Intellipaat Back

Explore Courses Blog Tutorials Interview Questions
+1 vote
in Machine Learning by (4.2k points)
The meat of my question is "how does one design a kernel function for a learning problem?"

As a quick background, I'm reading books on support vector machines and kernel machines, and everywhere I look authors give examples of kernels (polynomial kernels both homogeneous and nonhomogeneous, Gaussian kernels, and allusions to text-based kernels to name a few), but all either provide pictures of the results without specifying the kernel, or vaguely claim that "an efficient kernel can be constructed". I'm interested in the process that goes on when one designs a kernel for a new problem.

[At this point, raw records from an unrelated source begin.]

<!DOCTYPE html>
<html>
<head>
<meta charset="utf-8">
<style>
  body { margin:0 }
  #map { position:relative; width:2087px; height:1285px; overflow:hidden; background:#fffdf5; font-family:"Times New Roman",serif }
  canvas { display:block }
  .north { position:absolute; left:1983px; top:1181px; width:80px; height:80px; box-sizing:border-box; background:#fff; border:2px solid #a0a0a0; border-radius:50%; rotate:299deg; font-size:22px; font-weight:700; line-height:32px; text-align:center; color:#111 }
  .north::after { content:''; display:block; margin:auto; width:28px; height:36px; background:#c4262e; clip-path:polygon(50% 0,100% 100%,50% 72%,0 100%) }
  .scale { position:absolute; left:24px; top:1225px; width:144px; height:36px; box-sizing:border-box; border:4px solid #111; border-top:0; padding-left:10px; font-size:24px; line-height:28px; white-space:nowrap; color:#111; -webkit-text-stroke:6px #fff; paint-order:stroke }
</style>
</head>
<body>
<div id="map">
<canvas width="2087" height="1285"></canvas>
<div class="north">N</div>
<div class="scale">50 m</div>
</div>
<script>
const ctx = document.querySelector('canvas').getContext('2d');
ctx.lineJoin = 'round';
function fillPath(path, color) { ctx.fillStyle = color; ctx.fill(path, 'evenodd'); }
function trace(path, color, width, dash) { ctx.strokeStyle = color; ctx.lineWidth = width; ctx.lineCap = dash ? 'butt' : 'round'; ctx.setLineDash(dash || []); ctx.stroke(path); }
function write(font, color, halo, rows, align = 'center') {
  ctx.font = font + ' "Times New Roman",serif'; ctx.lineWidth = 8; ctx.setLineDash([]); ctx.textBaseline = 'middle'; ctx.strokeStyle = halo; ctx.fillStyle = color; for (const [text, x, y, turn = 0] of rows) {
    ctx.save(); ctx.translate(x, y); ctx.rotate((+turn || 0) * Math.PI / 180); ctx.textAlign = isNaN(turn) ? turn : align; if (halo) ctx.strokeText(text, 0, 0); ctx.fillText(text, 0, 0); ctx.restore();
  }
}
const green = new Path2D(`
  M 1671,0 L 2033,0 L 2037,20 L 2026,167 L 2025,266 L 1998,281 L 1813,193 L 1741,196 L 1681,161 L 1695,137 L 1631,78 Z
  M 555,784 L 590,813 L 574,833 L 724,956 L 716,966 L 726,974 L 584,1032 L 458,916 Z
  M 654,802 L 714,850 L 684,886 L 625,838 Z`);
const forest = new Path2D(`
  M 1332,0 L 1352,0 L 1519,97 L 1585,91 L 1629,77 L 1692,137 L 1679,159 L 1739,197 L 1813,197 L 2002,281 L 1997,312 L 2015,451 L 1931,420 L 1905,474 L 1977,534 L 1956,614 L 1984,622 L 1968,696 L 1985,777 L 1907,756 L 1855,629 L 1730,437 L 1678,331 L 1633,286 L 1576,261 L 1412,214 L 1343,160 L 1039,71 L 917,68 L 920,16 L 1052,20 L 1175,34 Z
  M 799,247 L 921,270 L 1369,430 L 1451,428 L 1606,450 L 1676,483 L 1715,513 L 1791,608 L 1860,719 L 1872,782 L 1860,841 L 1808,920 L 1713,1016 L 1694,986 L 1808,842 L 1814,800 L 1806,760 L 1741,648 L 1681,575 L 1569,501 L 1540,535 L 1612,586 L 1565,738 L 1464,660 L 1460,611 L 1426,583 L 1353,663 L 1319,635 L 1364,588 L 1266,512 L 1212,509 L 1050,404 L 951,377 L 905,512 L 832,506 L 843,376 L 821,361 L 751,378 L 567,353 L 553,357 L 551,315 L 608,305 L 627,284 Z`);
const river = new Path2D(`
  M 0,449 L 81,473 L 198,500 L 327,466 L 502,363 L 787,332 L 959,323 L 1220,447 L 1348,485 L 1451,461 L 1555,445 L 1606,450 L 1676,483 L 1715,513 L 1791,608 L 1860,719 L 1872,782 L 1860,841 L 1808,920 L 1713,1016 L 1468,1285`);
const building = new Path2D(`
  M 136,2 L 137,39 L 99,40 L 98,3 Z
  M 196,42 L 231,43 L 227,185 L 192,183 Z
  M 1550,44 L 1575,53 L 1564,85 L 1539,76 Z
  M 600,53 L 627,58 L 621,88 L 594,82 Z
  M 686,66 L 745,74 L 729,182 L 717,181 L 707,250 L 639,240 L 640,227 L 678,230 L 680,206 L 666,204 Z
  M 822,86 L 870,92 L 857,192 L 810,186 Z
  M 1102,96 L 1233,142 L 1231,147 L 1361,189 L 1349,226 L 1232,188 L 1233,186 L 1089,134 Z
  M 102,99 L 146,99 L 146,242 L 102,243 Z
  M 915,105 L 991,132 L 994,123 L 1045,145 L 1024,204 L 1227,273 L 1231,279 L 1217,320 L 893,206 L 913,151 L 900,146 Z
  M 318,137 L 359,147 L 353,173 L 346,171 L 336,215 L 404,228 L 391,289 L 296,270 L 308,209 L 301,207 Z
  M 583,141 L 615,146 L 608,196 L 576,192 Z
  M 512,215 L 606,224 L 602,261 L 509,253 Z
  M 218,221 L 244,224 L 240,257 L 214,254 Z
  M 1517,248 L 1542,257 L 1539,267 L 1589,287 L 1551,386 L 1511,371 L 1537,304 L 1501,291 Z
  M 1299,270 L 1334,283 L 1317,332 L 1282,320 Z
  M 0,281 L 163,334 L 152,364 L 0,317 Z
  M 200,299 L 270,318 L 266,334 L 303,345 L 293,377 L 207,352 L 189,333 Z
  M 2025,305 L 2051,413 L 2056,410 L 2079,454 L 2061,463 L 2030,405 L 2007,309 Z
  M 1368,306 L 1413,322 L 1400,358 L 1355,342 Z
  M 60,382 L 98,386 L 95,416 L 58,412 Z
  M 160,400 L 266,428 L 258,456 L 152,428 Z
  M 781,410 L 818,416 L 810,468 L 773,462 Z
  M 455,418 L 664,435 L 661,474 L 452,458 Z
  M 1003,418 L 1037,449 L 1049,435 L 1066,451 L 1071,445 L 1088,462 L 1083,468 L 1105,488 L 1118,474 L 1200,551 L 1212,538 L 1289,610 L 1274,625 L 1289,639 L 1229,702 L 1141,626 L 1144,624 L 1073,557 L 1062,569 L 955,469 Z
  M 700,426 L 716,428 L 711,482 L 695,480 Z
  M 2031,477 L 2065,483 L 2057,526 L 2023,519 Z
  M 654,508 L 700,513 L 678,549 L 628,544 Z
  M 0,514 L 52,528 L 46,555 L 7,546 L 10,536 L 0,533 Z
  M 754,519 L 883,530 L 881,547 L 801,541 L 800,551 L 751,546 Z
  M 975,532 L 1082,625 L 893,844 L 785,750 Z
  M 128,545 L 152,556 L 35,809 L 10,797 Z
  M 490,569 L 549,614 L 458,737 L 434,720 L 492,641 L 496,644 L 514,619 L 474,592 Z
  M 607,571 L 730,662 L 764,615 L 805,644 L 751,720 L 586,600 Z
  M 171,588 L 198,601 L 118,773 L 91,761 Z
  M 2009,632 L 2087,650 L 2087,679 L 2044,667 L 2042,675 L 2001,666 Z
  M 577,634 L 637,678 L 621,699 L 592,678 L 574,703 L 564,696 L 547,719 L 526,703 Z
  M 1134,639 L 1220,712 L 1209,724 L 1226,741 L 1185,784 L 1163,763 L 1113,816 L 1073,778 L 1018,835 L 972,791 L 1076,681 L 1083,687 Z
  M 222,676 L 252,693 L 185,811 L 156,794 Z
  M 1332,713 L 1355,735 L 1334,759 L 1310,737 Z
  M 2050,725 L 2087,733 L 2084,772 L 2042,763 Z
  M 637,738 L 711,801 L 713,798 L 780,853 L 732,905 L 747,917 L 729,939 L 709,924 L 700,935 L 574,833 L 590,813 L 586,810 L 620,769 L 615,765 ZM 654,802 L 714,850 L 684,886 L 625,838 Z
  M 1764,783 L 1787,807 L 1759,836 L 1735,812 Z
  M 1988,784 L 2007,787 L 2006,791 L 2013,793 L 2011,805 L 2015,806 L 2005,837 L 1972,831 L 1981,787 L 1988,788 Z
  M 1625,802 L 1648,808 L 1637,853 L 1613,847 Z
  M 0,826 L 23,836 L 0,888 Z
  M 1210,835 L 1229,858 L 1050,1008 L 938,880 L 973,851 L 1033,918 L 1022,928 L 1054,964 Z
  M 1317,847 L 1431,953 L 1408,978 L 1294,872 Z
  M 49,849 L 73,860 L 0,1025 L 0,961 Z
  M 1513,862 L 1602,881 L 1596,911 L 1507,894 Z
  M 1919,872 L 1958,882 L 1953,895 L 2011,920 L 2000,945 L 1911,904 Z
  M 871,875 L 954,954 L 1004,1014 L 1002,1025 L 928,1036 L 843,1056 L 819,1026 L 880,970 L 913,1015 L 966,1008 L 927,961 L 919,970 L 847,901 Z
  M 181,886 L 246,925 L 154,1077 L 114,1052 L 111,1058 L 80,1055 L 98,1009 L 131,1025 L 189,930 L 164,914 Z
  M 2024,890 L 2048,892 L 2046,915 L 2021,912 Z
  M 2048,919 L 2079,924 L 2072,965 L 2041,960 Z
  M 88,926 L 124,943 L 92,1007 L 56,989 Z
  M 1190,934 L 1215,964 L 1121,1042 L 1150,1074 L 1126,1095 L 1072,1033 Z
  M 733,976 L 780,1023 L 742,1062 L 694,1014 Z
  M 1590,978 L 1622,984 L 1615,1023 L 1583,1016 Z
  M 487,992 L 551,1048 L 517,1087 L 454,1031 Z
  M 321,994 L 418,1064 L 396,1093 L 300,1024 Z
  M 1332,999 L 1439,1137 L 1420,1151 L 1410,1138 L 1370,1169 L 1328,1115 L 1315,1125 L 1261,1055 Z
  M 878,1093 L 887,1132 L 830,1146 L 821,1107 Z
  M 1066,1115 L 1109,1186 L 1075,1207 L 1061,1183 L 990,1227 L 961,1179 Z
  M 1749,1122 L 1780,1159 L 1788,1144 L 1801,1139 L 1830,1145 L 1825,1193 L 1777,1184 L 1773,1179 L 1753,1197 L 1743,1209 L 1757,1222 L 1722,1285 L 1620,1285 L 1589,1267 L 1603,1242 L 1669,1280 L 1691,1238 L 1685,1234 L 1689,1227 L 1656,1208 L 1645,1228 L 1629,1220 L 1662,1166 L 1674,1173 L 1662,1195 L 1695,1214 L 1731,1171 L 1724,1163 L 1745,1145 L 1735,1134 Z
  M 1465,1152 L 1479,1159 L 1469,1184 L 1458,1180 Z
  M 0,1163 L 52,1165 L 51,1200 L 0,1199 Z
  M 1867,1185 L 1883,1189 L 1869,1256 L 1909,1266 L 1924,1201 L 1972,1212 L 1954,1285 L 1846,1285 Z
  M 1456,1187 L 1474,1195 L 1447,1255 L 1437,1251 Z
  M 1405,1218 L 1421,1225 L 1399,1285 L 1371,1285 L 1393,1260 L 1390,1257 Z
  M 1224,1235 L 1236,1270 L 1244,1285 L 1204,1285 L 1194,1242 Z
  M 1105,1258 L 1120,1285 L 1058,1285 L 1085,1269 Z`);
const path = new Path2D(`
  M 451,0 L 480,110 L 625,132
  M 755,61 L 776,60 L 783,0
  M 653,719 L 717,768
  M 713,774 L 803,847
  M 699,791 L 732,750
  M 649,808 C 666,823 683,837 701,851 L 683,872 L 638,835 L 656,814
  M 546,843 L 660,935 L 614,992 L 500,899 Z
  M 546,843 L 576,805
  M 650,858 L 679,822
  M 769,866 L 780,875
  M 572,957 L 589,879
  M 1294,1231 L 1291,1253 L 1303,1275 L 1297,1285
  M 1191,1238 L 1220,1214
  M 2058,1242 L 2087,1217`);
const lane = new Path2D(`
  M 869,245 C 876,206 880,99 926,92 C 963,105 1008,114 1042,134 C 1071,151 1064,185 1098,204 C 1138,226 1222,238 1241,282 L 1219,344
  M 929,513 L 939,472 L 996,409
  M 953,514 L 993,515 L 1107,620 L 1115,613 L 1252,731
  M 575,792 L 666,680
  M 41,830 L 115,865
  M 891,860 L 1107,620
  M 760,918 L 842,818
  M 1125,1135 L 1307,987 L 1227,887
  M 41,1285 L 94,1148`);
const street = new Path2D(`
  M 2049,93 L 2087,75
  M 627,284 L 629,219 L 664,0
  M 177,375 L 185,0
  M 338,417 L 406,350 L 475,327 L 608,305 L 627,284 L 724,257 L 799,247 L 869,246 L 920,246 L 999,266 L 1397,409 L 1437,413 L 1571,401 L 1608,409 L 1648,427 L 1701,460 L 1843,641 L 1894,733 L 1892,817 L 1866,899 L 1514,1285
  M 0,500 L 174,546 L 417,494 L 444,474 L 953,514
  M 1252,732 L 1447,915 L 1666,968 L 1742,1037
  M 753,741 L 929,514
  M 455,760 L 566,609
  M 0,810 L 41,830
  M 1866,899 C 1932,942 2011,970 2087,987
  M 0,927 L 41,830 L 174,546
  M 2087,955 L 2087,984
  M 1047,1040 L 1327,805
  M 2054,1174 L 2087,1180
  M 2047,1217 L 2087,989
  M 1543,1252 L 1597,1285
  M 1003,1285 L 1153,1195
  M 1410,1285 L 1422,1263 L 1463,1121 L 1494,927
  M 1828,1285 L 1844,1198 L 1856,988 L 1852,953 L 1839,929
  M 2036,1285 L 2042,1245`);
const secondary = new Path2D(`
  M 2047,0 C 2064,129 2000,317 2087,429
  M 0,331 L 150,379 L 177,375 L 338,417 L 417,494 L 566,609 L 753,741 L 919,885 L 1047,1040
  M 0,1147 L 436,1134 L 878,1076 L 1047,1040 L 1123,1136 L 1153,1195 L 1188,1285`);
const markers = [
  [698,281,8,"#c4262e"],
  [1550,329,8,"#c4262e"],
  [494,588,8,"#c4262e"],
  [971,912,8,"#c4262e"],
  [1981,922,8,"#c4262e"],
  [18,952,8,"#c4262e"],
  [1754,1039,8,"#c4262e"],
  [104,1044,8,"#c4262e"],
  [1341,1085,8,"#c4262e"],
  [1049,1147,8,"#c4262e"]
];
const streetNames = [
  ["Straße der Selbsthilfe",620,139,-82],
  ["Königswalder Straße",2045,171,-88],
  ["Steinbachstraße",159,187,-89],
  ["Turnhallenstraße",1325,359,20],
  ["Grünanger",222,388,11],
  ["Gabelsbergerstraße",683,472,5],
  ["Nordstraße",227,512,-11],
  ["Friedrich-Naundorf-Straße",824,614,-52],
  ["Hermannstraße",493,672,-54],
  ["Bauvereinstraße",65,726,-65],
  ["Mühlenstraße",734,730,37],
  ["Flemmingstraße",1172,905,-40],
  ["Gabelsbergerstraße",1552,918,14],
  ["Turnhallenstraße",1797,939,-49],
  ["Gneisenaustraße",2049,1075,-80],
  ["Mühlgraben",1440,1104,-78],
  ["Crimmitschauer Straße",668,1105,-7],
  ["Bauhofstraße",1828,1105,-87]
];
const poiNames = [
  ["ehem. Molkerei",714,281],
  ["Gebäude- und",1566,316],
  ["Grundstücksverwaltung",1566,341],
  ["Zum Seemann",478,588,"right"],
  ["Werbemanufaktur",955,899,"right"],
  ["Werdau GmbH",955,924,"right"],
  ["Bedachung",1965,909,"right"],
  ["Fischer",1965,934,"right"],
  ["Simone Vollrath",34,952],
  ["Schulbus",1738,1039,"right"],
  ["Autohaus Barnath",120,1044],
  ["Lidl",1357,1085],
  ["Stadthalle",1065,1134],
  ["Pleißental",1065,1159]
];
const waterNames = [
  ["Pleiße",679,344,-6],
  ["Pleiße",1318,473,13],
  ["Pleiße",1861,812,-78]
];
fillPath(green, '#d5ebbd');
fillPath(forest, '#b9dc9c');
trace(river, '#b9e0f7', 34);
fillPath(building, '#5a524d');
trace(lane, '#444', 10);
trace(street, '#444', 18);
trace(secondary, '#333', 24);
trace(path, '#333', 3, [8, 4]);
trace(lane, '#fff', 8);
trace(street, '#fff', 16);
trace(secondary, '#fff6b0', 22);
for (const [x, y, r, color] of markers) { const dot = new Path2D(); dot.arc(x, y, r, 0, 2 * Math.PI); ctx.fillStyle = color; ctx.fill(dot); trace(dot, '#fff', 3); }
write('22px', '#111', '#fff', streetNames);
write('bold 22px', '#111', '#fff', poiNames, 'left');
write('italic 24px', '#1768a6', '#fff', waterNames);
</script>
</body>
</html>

Probably the easiest example is learning XOR, a smallest (4 points) non-linear data set as embedded the real plane. How would one come up with a natural (and non-trivial) kernel to linearly separate this data?

As a more complex example (see Cristianini, Introduction to SVMs, figure 6.2), how would one design a kernel to learn a checkerboard pattern? Cristianini states the picture was derived "using Gaussian kernels" but it seems that he uses multiple, and they are combined and modified in an unspecified way.

If this question is too broad to answer here, I'd appreciate a reference to the construction of one such kernel function, though I'd prefer the example be somewhat simple.

1 Answer

+1 vote
by (6.8k points)

(For anyone not familiar with the use of kernel functions in Machine Learning, kernels just maps the input vectors (data points that comprise the data set) into a higher-dimensional space, aka, the "Feature Space". The SVM then finds a separating hyperplane with the maximal margin (distance between the hyperplane and the support vectors) in this transformed space.)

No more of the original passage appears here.